Below are records. Count every line containing the word "buttons" and give the number alone.

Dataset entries
********

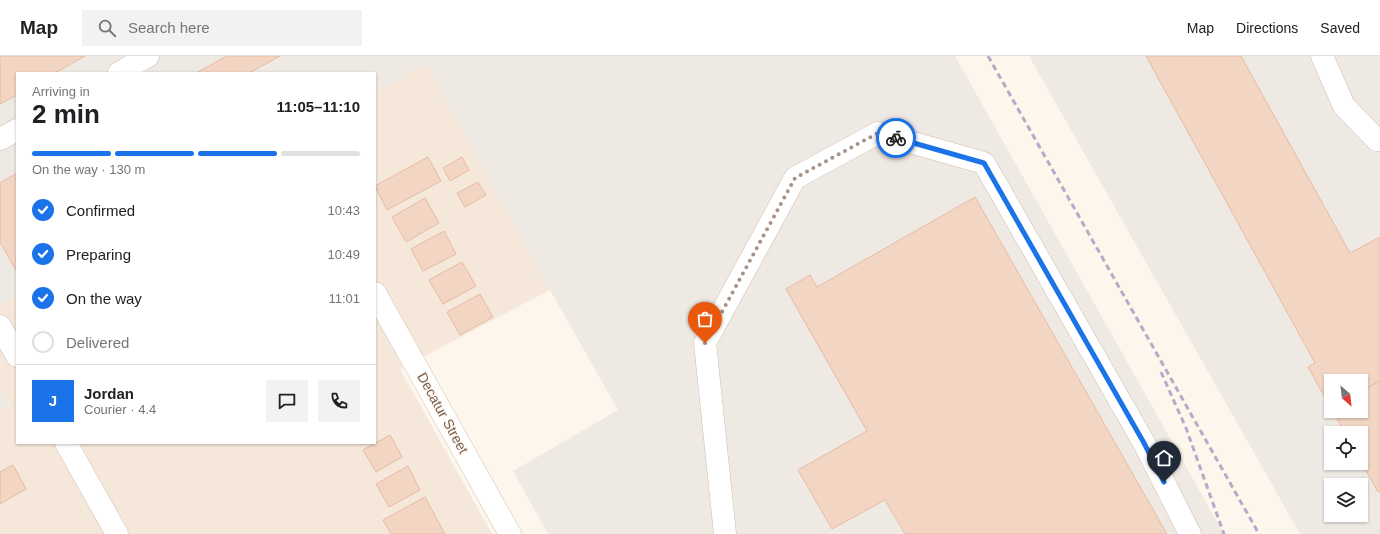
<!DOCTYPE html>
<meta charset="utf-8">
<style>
:root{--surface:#fff;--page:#f2f2f2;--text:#202124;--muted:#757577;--line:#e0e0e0;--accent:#1a73e8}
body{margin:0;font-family:Arial,sans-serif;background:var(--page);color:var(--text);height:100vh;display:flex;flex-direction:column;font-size:15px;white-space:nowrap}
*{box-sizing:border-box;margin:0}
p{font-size:13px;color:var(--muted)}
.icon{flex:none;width:22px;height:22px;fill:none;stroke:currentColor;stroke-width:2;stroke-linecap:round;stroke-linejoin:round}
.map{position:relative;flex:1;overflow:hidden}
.drawer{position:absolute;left:16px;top:16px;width:360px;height:372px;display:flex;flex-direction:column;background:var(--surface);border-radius:0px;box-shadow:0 1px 3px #0004}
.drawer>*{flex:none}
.needle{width:26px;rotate:152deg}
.buttons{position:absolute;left:1324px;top:318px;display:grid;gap:8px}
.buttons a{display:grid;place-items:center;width:44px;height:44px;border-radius:0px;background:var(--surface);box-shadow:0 1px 3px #0004;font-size:20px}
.pin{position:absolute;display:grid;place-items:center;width:34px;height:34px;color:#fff;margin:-41px -17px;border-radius:50% 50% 50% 0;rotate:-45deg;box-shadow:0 0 4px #0007}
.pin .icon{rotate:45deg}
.courier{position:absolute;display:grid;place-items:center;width:40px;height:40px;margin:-20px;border:3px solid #1a73e8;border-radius:50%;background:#fff;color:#222;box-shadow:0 1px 5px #0007}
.head em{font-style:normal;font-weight:600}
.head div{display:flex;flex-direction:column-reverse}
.head{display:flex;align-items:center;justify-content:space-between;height:68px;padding:0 16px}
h1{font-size:26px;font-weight:600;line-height:30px}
.bar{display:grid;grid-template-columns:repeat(4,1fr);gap:6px 4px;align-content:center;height:48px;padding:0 16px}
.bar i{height:5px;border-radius:3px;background:var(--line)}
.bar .current{background:var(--accent)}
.bar p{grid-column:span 4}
.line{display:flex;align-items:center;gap:10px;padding:0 16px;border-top:1px solid var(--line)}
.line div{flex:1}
.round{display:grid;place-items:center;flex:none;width:42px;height:42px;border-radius:0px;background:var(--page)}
ol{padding:0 16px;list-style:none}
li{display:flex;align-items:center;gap:12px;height:44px}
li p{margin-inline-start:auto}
li .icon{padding:4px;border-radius:50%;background:var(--accent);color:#fff;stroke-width:4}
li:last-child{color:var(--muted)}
li i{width:22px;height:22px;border:2px solid var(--line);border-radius:50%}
header{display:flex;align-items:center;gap:24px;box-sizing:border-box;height:56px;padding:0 20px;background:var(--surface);border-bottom:1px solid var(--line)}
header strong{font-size:19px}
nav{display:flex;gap:22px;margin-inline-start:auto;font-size:14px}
.search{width:280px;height:36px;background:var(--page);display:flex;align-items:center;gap:10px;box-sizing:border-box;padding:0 14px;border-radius:0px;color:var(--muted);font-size:15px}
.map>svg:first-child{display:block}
.residential{fill:#f5e8da}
.industrial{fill:#efe9e4;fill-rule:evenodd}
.building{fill:#f3d5c3;stroke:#e6bba3}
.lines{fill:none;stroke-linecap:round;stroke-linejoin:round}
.minor-casing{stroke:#d1beb0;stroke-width:23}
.minor{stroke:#fff;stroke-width:22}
.rail{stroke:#b9a8c9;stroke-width:3;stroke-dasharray:6 4;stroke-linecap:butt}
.done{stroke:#a89285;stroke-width:4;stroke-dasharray:0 7.2}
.route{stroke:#1a73e8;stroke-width:5}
.labels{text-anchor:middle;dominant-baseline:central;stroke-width:3;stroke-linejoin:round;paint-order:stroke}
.street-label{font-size:14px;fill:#7a5c4d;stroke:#fffaf3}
</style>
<header>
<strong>Map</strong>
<div class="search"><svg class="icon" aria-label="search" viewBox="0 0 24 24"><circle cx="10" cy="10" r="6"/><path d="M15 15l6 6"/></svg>Search here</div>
<nav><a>Map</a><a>Directions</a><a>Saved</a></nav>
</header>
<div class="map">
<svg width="1380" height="478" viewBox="0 0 1380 478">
<rect width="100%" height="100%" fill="#fdf6ec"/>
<path class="residential" d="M426,7L550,234L400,313L492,478H0V355L10,349L0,332V250L17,240V387H375V36Z"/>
<g class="industrial">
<path d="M0,0H955L1224,478H548L513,415L618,354L550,234L426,7L375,36V17H17V240L0,250Z"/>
<path d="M1029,0H1380V478H1300ZM1331,325H1361V355H1331ZM1331,377H1361V407H1331ZM1331,429H1361V459H1331Z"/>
<path d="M0,332L10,349L0,355Z"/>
</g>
<g class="building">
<path d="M0,0H85L55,17H17V39L0,48Z"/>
<path d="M227,0H280L249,17H196Z"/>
<path d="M1146,0H1241L1350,197L1380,181V325L1361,335V325H1331V352L1308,311L1315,307Z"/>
<path d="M428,101L441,125L387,154L375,130Z"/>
<path d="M462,101L469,114L450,125L443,112Z"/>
<path d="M17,117V216L0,186V127Z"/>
<path d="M478,126L486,139L465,151L457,137Z"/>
<path d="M975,141L1167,478H905L885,444L832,473L798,414L867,375L786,233L810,219L817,231Z"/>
<path d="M425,142L439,167L406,186L392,161Z"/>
<path d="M444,175L456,198L423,215L411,193Z"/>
<path d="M462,206L476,230L443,248L429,224Z"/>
<path d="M480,238L493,261L460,279L447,256Z"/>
<path d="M1380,325V435L1378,436L1361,406V377H1345L1333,355H1361V335Z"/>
<path d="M390,379L402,401L376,416L363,394Z"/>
<path d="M13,409L26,433L0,448V416Z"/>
<path d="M408,410L420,434L389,451L376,428Z"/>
<path d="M425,441L445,478H391L383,464Z"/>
</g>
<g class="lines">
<defs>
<g id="minor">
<path d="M1322,0L1344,50L1377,84H1380"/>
<path d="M119,17L148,0"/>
<path d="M0,83L17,74"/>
<path d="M375,237L510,478"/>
<path d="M0,270L17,300"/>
<path d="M66,387L117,478"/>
<path d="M725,478L705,287L795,122L878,77L984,107L1144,387L1190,478"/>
</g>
</defs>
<use href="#minor" class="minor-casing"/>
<use href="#minor" class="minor"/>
<g class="rail">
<path d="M988,0L1259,478"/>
<path d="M1161,316L1186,372L1224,478"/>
</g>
</g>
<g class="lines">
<path class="done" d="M705,287L795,122L878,77L896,82"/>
<path class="route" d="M896,82L984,107L1144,387L1164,426"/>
</g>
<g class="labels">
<g class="street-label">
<text transform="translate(443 357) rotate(61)">Decatur Street</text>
</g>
</g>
</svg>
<div class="buttons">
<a><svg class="needle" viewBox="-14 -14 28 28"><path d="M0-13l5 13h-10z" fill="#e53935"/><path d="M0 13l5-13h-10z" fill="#757577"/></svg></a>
<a><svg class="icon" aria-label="locate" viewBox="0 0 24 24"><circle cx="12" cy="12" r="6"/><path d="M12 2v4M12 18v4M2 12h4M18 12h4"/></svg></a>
<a><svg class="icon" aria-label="layers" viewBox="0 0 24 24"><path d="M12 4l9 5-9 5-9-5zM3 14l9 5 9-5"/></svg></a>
</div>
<div class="pin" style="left:705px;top:287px;background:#ea580c"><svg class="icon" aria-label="bag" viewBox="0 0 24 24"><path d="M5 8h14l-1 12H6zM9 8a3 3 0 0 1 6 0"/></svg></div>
<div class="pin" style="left:1164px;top:426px;background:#1f2937"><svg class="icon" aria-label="home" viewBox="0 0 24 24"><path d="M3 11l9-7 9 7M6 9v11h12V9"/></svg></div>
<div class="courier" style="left:896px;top:82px"><svg class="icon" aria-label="bike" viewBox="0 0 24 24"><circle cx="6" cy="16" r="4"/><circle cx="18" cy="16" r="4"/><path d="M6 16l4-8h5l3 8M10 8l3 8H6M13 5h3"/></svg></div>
<section class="drawer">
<div class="head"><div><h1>2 min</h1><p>Arriving in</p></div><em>11:05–11:10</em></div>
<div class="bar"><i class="current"></i><i class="current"></i><i class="current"></i><i></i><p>On the way · 130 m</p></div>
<ol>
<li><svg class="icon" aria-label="check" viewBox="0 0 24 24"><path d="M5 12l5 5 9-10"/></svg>Confirmed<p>10:43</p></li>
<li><svg class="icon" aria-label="check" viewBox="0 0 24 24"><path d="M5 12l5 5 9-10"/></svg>Preparing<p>10:49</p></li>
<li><svg class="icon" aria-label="check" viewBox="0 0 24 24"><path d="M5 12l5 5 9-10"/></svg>On the way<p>11:01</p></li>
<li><i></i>Delivered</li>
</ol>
<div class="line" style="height:72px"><b class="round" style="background:var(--accent);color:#fff">J</b><div><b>Jordan</b><p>Courier · 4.4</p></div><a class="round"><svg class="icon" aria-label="chat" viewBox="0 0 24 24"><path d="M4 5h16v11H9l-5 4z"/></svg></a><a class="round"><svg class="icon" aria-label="phone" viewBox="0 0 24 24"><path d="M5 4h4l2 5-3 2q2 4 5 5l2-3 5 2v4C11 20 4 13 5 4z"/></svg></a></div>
</section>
</div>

********

ANSWER SPACE » 3